> **EXERCISE INSTRUCTIONS**
In the records below, find each line that holds "image" and return it.

━━━ PROVIDED DATA ━━━

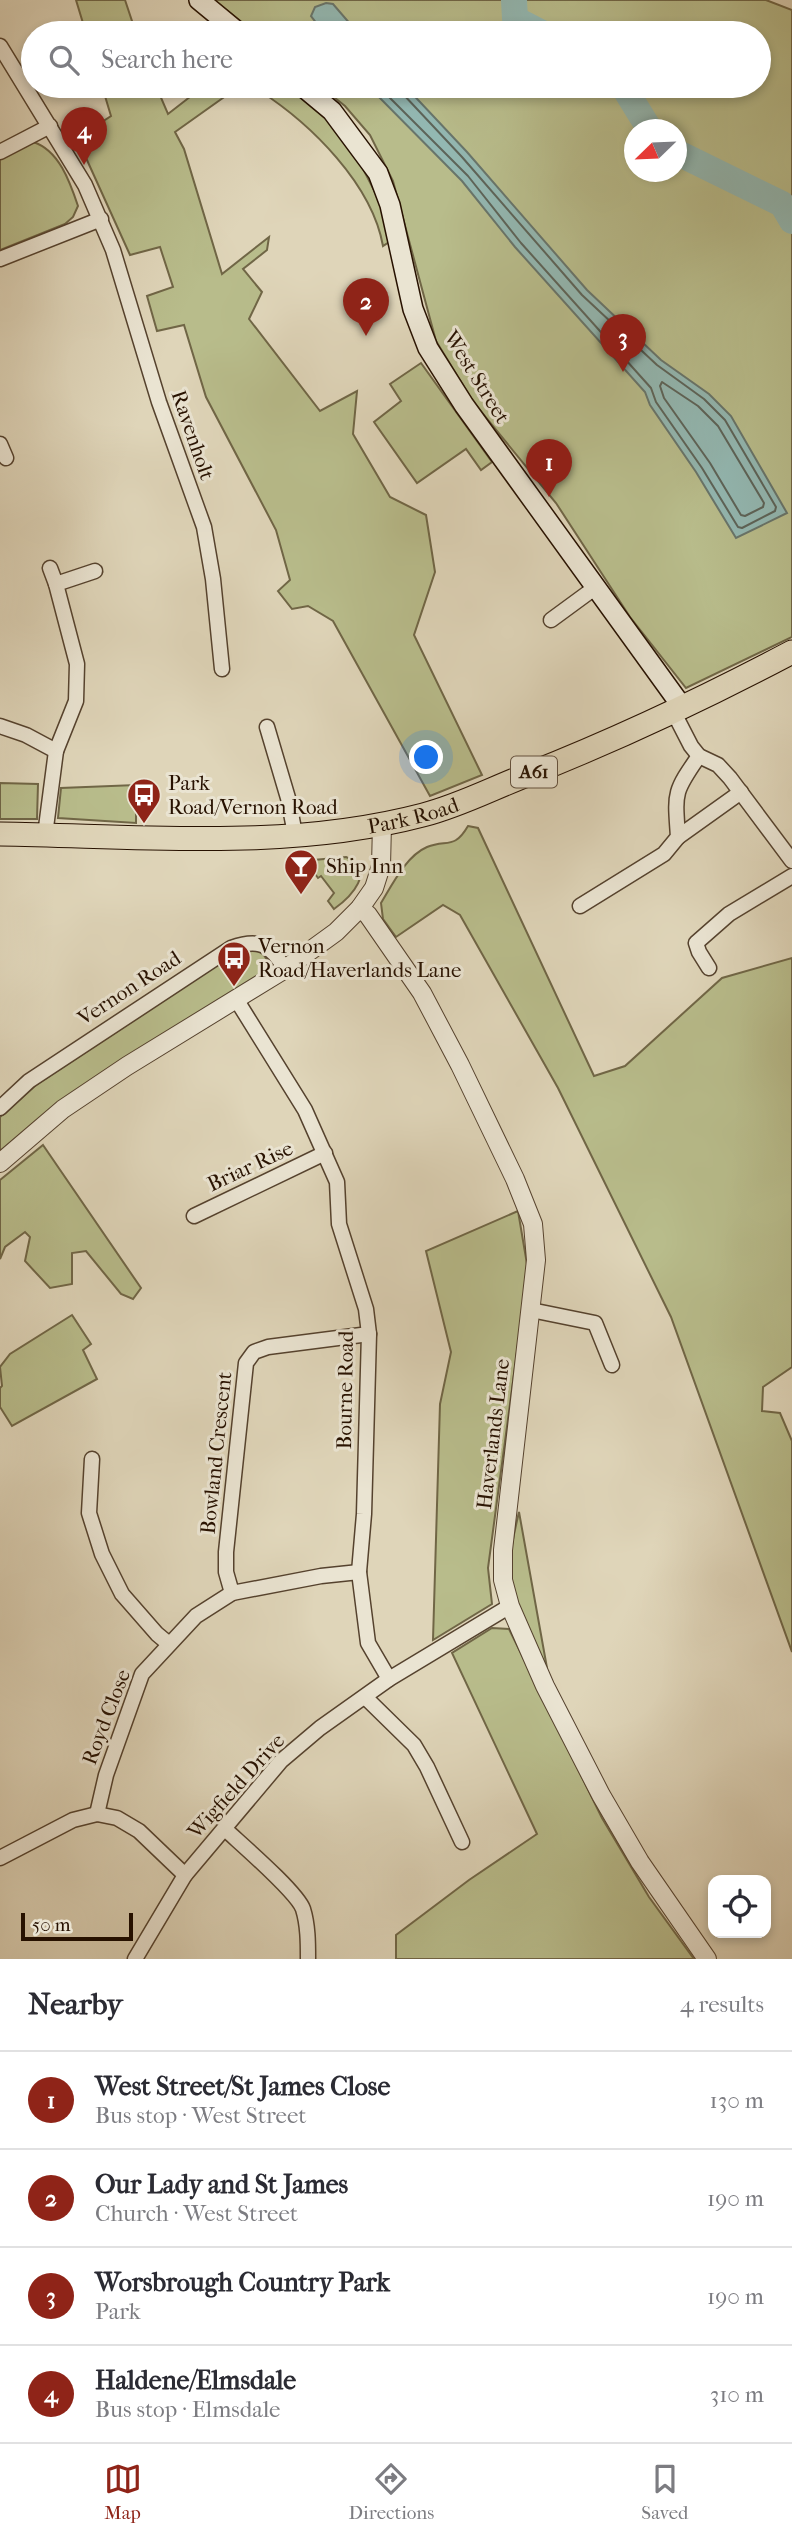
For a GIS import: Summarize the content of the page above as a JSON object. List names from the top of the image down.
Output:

━━━
━━━ PROVIDED DATA ━━━

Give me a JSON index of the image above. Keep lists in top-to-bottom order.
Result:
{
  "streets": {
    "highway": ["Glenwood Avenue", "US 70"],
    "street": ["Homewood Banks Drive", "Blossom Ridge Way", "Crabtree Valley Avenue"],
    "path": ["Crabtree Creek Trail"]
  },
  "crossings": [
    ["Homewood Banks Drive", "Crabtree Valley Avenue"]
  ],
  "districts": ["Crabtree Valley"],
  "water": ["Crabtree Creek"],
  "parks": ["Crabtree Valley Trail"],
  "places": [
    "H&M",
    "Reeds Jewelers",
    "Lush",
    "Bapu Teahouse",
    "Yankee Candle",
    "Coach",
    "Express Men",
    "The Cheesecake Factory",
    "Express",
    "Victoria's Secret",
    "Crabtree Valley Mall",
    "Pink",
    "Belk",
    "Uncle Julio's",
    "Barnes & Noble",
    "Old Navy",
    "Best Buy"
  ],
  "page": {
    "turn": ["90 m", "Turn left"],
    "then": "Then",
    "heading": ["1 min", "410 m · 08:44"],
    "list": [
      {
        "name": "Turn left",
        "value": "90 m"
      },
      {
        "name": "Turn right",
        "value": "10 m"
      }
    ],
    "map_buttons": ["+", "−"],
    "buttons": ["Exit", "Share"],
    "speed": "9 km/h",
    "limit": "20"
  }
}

━━━

> **RESPONSE AREA**
For a GIS import: Summarize the content of the page above as a JSON object. List names from the top of the image down.
Give me a JSON index of the image above. Keep lists in top-to-bottom order.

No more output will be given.